------ Data to use ------

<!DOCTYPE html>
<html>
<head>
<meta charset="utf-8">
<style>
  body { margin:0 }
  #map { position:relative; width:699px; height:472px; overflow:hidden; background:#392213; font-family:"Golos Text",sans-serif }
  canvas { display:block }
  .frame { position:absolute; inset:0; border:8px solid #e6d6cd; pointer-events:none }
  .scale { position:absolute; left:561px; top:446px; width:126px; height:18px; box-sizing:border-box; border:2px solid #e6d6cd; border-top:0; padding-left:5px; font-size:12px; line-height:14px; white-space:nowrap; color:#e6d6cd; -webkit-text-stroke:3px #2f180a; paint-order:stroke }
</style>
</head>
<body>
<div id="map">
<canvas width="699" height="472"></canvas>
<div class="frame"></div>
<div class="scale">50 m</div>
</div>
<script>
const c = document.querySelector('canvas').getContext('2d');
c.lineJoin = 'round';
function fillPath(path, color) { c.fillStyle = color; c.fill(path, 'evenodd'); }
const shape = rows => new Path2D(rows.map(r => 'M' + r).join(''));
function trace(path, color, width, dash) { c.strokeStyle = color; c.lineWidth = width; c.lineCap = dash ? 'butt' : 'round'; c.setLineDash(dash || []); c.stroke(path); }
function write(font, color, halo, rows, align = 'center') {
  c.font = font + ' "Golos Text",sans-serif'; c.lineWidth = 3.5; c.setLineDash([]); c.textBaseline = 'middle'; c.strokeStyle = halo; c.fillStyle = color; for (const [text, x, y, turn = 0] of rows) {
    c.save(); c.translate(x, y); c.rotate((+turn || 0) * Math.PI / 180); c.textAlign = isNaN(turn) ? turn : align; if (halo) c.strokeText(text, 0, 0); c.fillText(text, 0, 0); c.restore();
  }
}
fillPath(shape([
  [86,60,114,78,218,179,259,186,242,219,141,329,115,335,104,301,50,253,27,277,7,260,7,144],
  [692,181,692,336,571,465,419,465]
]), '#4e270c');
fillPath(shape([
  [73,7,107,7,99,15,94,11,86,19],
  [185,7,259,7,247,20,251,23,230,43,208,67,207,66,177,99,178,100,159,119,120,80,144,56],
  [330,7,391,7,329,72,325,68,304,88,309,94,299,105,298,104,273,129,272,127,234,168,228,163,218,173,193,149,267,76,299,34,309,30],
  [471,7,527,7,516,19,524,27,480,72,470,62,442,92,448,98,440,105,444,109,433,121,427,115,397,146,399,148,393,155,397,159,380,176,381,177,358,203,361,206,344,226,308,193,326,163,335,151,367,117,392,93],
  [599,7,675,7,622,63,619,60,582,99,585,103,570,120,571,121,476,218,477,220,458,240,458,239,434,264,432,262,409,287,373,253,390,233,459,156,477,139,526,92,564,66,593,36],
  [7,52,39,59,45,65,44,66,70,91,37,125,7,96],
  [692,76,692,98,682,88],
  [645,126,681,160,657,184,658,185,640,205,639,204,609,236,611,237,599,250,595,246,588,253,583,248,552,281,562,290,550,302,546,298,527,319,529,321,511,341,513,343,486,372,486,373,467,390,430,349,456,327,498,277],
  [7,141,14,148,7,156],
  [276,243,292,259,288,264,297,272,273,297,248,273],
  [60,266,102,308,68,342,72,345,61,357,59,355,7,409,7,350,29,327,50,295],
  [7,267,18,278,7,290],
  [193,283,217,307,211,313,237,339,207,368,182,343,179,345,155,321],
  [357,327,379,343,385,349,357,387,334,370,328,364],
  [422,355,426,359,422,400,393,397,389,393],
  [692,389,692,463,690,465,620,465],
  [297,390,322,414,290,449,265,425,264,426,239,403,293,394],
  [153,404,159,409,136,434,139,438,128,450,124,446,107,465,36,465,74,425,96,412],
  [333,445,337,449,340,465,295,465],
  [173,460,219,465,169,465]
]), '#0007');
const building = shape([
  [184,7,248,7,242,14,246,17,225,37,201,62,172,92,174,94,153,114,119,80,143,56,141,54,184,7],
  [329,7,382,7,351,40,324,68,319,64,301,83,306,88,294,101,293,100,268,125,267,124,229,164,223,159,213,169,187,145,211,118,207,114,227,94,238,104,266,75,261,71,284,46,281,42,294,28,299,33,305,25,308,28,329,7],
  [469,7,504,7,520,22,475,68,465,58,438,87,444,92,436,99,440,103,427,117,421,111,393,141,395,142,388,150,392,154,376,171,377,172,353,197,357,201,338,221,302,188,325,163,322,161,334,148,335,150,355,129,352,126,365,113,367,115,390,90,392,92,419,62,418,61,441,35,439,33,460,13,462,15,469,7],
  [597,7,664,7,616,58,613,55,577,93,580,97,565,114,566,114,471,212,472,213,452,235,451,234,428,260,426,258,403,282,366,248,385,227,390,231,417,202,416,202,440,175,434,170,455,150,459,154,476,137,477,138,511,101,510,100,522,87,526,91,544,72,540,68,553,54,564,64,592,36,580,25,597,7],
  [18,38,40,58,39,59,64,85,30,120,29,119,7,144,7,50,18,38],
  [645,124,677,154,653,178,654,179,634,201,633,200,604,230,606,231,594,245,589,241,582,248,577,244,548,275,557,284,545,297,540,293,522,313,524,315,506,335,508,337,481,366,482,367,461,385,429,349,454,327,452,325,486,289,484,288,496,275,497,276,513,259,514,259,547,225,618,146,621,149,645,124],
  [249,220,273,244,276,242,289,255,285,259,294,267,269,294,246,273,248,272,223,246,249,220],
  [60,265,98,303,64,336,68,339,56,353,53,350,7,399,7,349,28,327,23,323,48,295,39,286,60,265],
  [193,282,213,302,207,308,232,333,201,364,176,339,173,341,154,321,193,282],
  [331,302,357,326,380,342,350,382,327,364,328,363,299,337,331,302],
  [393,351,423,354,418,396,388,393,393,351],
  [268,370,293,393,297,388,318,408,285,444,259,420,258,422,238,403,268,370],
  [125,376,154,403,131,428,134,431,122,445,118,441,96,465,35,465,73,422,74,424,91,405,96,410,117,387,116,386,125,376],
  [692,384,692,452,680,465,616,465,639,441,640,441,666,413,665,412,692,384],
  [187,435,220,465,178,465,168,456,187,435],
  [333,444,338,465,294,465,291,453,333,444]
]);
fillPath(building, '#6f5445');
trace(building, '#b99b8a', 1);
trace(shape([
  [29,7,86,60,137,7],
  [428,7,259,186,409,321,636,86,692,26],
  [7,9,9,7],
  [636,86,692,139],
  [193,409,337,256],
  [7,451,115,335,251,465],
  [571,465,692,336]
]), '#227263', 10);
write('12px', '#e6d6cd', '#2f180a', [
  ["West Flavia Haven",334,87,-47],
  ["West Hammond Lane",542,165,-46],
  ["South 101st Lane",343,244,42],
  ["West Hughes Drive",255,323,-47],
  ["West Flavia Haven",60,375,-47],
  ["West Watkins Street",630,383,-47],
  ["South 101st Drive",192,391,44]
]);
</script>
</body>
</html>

------

▶ About this task
Only the number is wanted here. How many lines in the entries contain "turn"?

▶ Exercise response
2